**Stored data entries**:
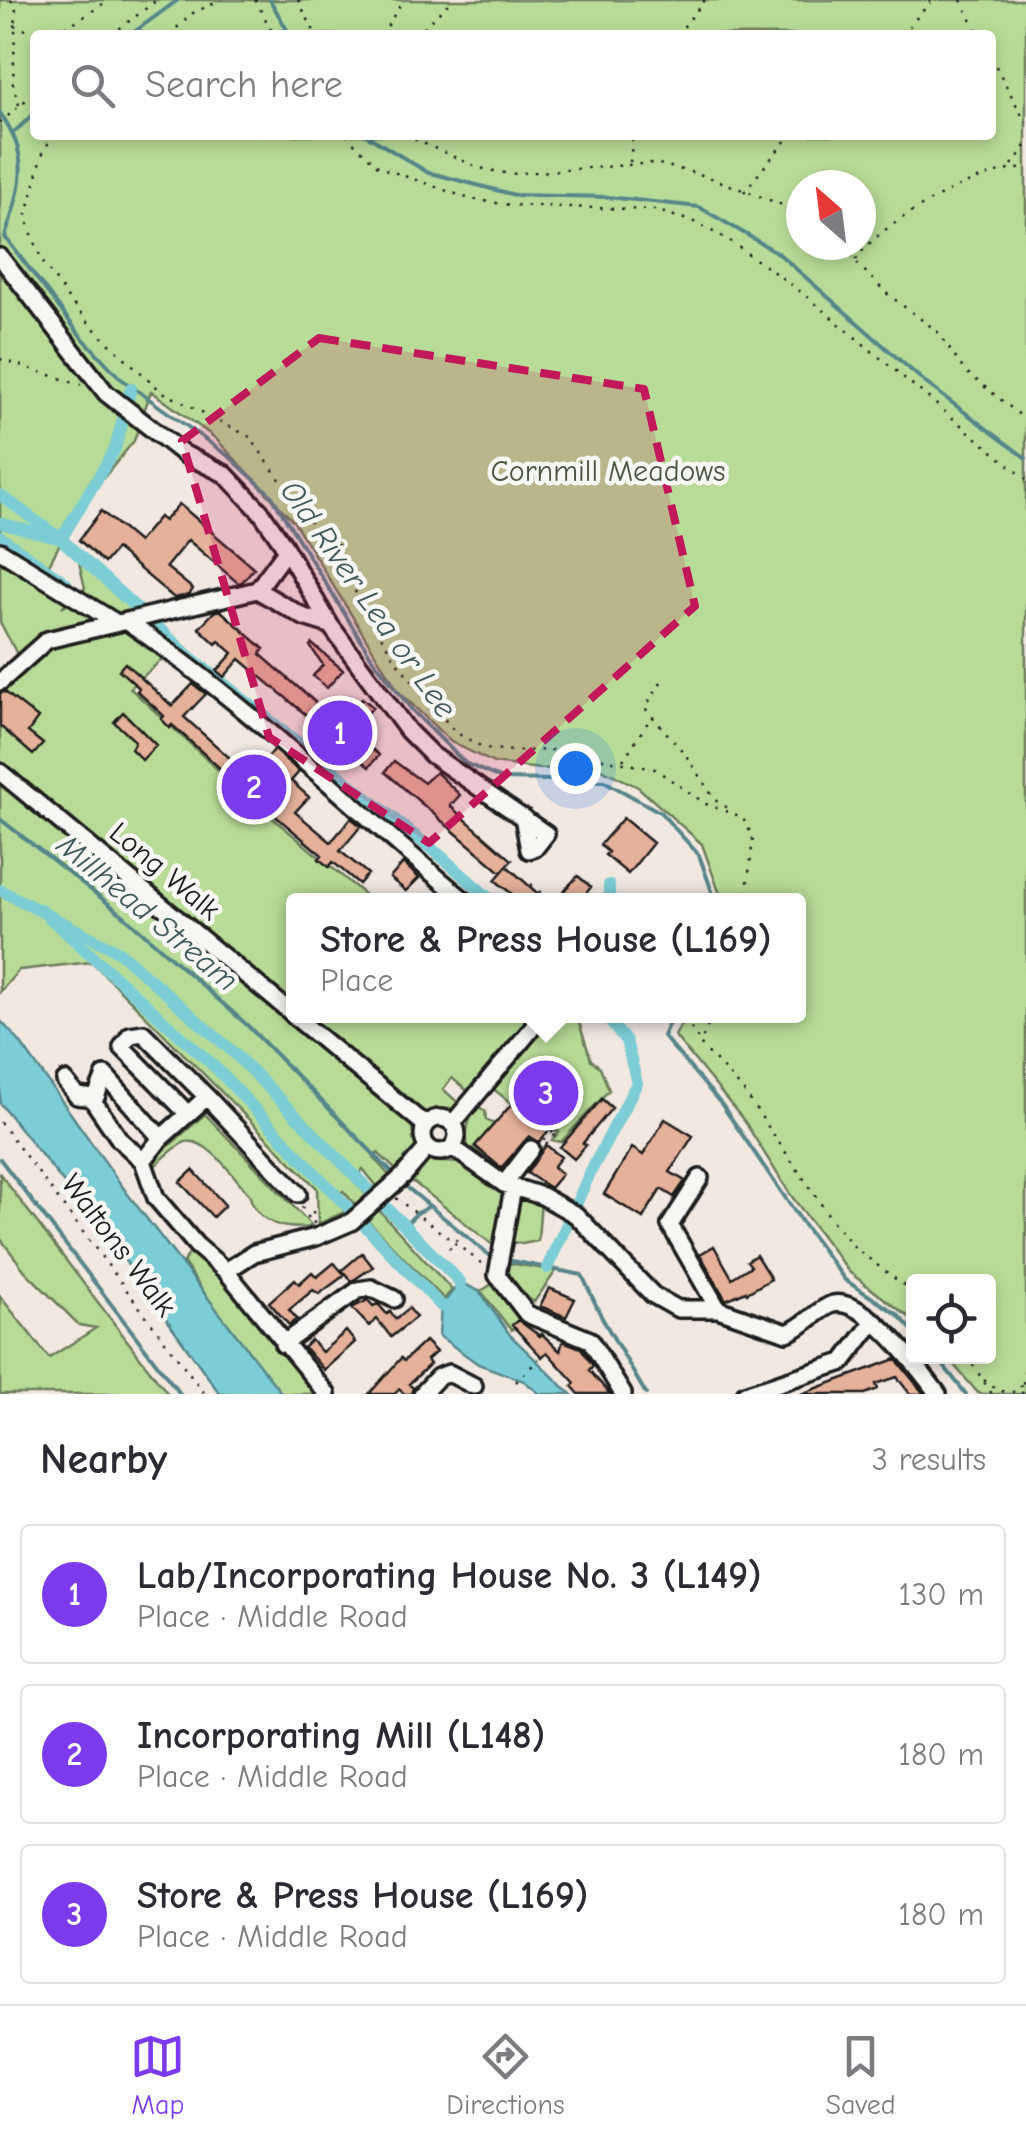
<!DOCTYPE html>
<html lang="en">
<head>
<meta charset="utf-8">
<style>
  :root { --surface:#fff; --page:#f2f2f3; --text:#2b2b33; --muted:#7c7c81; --line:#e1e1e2; --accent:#7c3aed }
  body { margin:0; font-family:"Comic Neue",sans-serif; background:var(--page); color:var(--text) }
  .controls { position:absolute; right:30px; bottom:30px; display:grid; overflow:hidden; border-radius:10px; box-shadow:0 5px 15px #0003 }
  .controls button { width:90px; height:90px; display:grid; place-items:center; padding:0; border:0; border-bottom:2px solid var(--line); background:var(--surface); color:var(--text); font:50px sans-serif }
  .compass { position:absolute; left:786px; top:170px; width:90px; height:90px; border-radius:50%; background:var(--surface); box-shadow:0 5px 15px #0003; rotate:332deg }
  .you { position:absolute; left:575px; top:768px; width:35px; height:35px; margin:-25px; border:8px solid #fff; border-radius:50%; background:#1a73e8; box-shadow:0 0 0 15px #1a73e833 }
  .badge { display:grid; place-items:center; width:65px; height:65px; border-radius:50%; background:var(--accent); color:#fff; font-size:32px; font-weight:700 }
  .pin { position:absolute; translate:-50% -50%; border:5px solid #fff; box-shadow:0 2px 10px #0006 }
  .popup { position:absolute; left:286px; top:893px; width:520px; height:130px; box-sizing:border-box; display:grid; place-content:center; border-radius:10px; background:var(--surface); filter:drop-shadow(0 2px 8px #0005); font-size:32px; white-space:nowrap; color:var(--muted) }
  .popup b { font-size:38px; color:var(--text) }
  .popup::after { content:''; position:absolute; left:50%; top:100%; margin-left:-20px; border:20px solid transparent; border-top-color:var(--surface) }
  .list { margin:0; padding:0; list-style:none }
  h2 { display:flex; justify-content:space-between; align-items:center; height:130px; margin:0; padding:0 40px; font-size:42px }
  h2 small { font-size:32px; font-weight:400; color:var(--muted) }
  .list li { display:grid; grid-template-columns:65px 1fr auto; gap:30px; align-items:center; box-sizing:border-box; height:140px; margin:0 20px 20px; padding:0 20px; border:2px solid var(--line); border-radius:10px }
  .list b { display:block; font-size:38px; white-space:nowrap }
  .list p { margin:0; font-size:32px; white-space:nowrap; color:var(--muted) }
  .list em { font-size:32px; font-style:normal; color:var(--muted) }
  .icon { flex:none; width:55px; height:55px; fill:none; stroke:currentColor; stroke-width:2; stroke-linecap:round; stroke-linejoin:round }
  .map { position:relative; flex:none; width:1026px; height:1394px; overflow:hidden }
  .search { position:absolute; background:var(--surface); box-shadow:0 5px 15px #0003; left:30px; right:30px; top:30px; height:110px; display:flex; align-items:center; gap:25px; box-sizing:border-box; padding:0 35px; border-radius:10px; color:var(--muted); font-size:38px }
  .sheet { height:610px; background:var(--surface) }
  nav { display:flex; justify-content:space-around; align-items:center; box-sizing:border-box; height:140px; border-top:2px solid var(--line); background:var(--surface); font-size:28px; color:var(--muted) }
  nav a { display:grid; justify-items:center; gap:5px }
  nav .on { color:var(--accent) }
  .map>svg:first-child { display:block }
  .green { fill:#b8dc97; stroke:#6a7c5a; stroke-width:2.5; fill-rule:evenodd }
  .water { fill:#7ccdd5; stroke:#56868b; stroke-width:2.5 }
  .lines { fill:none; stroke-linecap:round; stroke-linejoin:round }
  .stream { stroke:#56868b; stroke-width:4 }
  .canal { stroke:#7ccdd5; stroke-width:12 }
  .building { fill:#e6b19a; stroke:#1c1c1c; stroke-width:2.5 }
  .minor-casing { stroke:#1c1c1c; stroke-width:22 }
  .path { stroke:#1c1c1c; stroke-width:2.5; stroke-dasharray:2.5 8; stroke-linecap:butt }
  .minor { stroke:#f6f6f2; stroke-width:15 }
  .marked { fill:#c2185b; fill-opacity:0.2; stroke:#c2185b; stroke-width:8; stroke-dasharray:20 12; stroke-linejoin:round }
  .labels { text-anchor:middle; stroke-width:9; stroke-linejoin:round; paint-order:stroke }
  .park-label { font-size:30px; fill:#4b5641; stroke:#f6f6f2 }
  .street-label { font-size:30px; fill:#1c1c1c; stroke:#f6f6f2 }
  .water-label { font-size:32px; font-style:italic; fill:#3e5a5d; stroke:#f6f6f2 }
</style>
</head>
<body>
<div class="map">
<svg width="1026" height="1394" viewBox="0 0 1026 1394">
  <rect width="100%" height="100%" fill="#f3e8e0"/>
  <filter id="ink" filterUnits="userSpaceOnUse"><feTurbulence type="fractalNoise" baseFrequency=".01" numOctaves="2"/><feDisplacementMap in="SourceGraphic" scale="20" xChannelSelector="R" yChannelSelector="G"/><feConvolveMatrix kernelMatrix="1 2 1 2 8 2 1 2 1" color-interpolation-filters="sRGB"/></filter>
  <g filter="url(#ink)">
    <path class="green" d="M0,0H1026V1394H979L947,1357L988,1356V1282H914L913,1320L849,1272L790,1194L745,1122L675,1036L685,1016H798V900H722L702,844L638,787L595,766L540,769L494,763L451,742L399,692L294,522L215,438L151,391L134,441L78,509L40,582L66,603L62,607L68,603L55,588L106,621L19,658L0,622ZM35,35H991V135H35ZM801,185H861V245H801Z
      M78,558L138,613L114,620L80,596L85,588Z
      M127,628L167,655L130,688L245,795L371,900H294V1016H530L525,1030L471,1094L452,1078L443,1089L463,1107L421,1112L410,1119L417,1152L399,1170L397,1171L378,1153L374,1158L392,1179L381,1191L363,1169L354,1180L370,1199L358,1208L343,1191L336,1199L347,1211L318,1224L317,1188L92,962L19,970L0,992V773L19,780L0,764V689L37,653L76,636Z
      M541,1016H577L591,1060L600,1067L609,1090L561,1142L552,1140L559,1132L547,1127L582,1084L552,1058L512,1104L491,1087Z
      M479,1107L485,1111L486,1120L494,1124L474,1147L499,1170C492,1166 483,1163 477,1158C460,1146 466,1118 479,1107Z
      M205,1114L313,1227C286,1230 257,1225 249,1194C235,1179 205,1133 183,1143C172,1149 161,1161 151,1169V1162Z
      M423,1161L464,1163L504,1190L507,1196L499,1250L407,1177Z
      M0,1174L168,1394H0V1296L49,1358L96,1328L79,1325L25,1271L0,1238Z
      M523,1195L541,1199L538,1241L522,1244L508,1241L517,1196Z
      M376,1207L452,1290L444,1299L363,1216Z
      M190,1253L219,1275L319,1394H282L231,1332L183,1262Z
      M503,1262L556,1271L534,1302C517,1291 507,1282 503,1262Z
      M497,1281L525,1319L511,1330L481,1291Z"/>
    <path class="water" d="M0,1020L20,1042L127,1193L282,1394H220L118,1251L0,1103Z
      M460,1282L479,1291L510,1335L571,1394H540L524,1381L478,1364L439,1336L441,1306Z"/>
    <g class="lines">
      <path class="stream" d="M270,0L290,35
        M130,35L178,0
        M0,113C33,158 20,189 5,237L80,335L120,378L231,458L271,495L372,658L412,710L465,763L502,779L604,781L660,812L699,855L715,900
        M14,132L35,113
        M366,135L427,172L515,195L608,197L699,207L778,253L927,384L1026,458
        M0,819L123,915L247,1025L397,1178
        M672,1016L663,1036L722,1105L806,1228L845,1280L897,1314L914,1332
        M0,1159L180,1394
        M403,1184L490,1256L498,1258
        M404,1226L417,1213L430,1206
        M507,1260L582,1275L602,1318L646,1394
        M936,1356L966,1394"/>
      <path class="canal" d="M0,495L61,539L115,449L131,388
        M0,523L61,539L190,657L442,857L491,900
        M0,537L66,583
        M609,885V900
        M0,890L119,952L233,1052L460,1282L461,1296
        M40,909L214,1066L441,1306L454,1308
        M547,1268L591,1171L637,1083L626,1041L605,1016"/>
    </g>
    <path class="building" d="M179,504L254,568L242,582L238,583L188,540L166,567L193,589L189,595L174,598L116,549L104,563L79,540L101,511L138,542L159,517L164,521Z
      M220,610L264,649L260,654L332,717L349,696L358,704L362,698L373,707L351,732L379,755L369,767L344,746L338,752L325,741L330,735L240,659L224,677L217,671L233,653L219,641L216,644L199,628L214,612Z
      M312,644L343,670L327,688L313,676L323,665L310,646Z
      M125,663L172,706L193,684L206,694L184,717L251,777L274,750L293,766L299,772L291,781L309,797L295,812L331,842L351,818L361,826L340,851L368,874L359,884L333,862L329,867L319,859L322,855L254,798L252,801L242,793L244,790L172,725L170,728L161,719L164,716L137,691L139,688L119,670Z
      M5,692L38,718L28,732L43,744L33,755L0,726V693Z
      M123,712L156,745L142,760L131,749L135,741L114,722Z
      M394,761L424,783L436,772L460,795L450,806L512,860L501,872L385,772Z
      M623,818L653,843L628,874L605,855L608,852L600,845Z
      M403,863L419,878L406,891L390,878Z
      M507,866L545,900H519L495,880Z
      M578,876L591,887L581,900H555Z
      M552,1058L580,1082L544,1124L550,1129L539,1142L529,1136L501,1168L475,1146Z
      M602,1099L612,1108L583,1143L586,1145L574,1159L560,1147Z
      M665,1119L693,1136L670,1172L685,1181L674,1197L661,1189L643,1218L604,1194L632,1148L643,1155Z
      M546,1145L561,1157L553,1167L562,1174L550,1188L527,1173Z
      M193,1170L225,1205L213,1217L180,1182Z
      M714,1246L732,1278L751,1266L747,1261L756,1255L771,1279L747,1293L746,1291L726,1300L700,1254Z
      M362,1253L373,1267L352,1281L342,1270Z
      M334,1263L345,1275L319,1294L313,1290L289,1310L297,1319L289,1325L269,1302L295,1279L299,1284L312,1272L317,1277Z
      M549,1288L575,1299L566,1317L540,1306Z
      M368,1300L373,1306L378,1304L387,1314L390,1312L396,1319L409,1308L416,1317L391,1337L377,1319L369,1326L352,1308Z
      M518,1320L540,1336L542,1334L560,1351L563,1341L581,1348L593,1366L589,1370L610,1394H579L572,1386L575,1383L547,1352L542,1357L512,1325Z
      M346,1331L355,1342L324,1370L304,1347L311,1340L322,1352Z
      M425,1341L436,1352L427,1360L430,1364L409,1384L413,1388L411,1394H404L399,1389L395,1394H369L401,1358L404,1361Z
      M896,1359L924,1394H910L897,1377L876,1384L878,1389L865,1394H801Z"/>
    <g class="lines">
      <defs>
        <path id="minor" d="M0,257L106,393L184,454L225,474L261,512L283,544L285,552L257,590
          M283,544L330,625
          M0,551L115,622
          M129,623C249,705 353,808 464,900
          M0,682L47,640L257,590L304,617L330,625L408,731L432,755L546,834L535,848L529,850L523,817
          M0,772L294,1015
          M294,1016L425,1125
          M65,1081L77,1096L95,1098
          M188,1114L122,1047L130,1035L143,1033L207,1097
          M423 1135a17 17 0 1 1 34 0a17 17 0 1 1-34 0Z
          M453,1123L530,1031L539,1016
          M452,1147L504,1184L542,1196L576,1215L653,1295L678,1309H718L787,1333C805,1326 819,1308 833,1304C866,1297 920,1370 938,1394
          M143,1161L120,1140L94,1102L105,1075L161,1138
          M700,1178L670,1225L718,1309
          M504,1184L531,1149
          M513,1188L497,1275L527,1314L590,1340L623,1394
          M298,1194L207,1097L161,1138L143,1161L156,1198L196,1245L226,1271L327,1394
          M226,1271L254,1253L316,1237L351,1222L403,1176L428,1147
          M283,1344L358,1290L371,1288L394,1299
          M422,1394L438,1377L449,1373L474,1386
          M745,1394L843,1362L874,1321"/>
      </defs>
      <use href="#minor" class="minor-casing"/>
      <path class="path" d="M11,0L16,7L13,84L19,105
        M255,0L274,35
        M298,0L316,35
        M961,0L979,35
        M14,25C47,42 75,23 103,4
        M111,35L157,0
        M169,35L193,13L221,0
        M382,35L403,0
        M416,35L452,0
        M677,35L705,0
        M902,35L932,0
        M991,57L1026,123
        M0,123L35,92
        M55,135L44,149L26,218L42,261L69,300L99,334L161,391L250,437L339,564L395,660L455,732L484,748L513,751L556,750L655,769L706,804L742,817L753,837L746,900
        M346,135L379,167L470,199L510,205L655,210L694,222L727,239L796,288L1026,479
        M405,135L479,168L511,174L655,163L706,176L801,212
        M630,162L633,135
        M1012,165L1026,146
        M744,192L790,135
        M847,245L855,261L886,293L937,331L964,370L1026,420
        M856,260C876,224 985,165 1026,169
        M0,359L81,385
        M661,682L645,708L685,754L715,800L733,812
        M623,760L652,716
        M531,884L549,900
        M712,1016L700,1044L743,1090L834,1223L856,1249L914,1293
        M690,1018L689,1025L700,1042
        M0,1122L205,1394
        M544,1140L553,1130L557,1132L545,1145
        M396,1198L485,1266
        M302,1207L313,1225
        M313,1211L314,1224
        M449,1249L457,1239
        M967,1356L992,1394
        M984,1380L999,1391L1015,1392L1023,1383
        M516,1382L539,1359
        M1022,1394L1026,1356"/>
      <use href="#minor" class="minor"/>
    </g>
  </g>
  <path class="marked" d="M319,338L644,389L695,606L429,843L269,737L182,441Z"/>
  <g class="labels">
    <g class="park-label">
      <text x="608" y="481">Cornmill Meadows</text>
    </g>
    <g class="street-label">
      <text transform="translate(165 871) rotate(40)" y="10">Long Walk</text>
      <text transform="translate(119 1245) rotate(53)" y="10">Waltons Walk</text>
    </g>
    <g class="water-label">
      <text transform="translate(369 599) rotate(55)" y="11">Old River Lea or Lee</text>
      <text transform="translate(148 912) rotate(40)" y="11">Millhead Stream</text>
    </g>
  </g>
</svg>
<div class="controls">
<button><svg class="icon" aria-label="locate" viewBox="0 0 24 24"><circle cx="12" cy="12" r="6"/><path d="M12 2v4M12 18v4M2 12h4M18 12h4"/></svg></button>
</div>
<svg class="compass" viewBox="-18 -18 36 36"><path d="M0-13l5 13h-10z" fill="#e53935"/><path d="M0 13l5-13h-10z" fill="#7c7c81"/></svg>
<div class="you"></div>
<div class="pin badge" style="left:340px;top:733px">1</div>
<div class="pin badge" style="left:254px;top:787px">2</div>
<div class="pin badge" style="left:546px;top:1093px">3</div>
<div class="popup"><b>Store &amp; Press House (L169)</b>Place</div>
<div class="search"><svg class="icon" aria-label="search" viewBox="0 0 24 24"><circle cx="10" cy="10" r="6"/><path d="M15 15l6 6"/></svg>Search here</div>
</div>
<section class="sheet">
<h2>Nearby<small>3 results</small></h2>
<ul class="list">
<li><span class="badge">1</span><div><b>Lab/Incorporating House No. 3 (L149)</b><p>Place · Middle Road</p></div><em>130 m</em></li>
<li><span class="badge">2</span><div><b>Incorporating Mill (L148)</b><p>Place · Middle Road</p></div><em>180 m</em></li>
<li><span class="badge">3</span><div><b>Store &amp; Press House (L169)</b><p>Place · Middle Road</p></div><em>180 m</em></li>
</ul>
</section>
<nav>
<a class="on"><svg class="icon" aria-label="map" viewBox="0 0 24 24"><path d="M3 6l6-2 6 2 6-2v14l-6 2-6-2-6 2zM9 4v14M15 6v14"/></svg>Map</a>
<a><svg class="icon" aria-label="directions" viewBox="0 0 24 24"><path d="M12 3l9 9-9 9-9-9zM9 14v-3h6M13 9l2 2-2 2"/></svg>Directions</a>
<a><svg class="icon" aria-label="saved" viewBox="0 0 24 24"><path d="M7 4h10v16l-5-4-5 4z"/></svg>Saved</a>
</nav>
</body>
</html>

**What this task involves**:
Search the entries for the word "sans". Copy every line where it occurs.

**Solved problem**:
  body { margin:0; font-family:"Comic Neue",sans-serif; background:var(--page); color:var(--text) }
  .controls button { width:90px; height:90px; display:grid; place-items:center; padding:0; border:0; border-bottom:2px solid var(--line); background:var(--surface); color:var(--text); font:50px sans-serif }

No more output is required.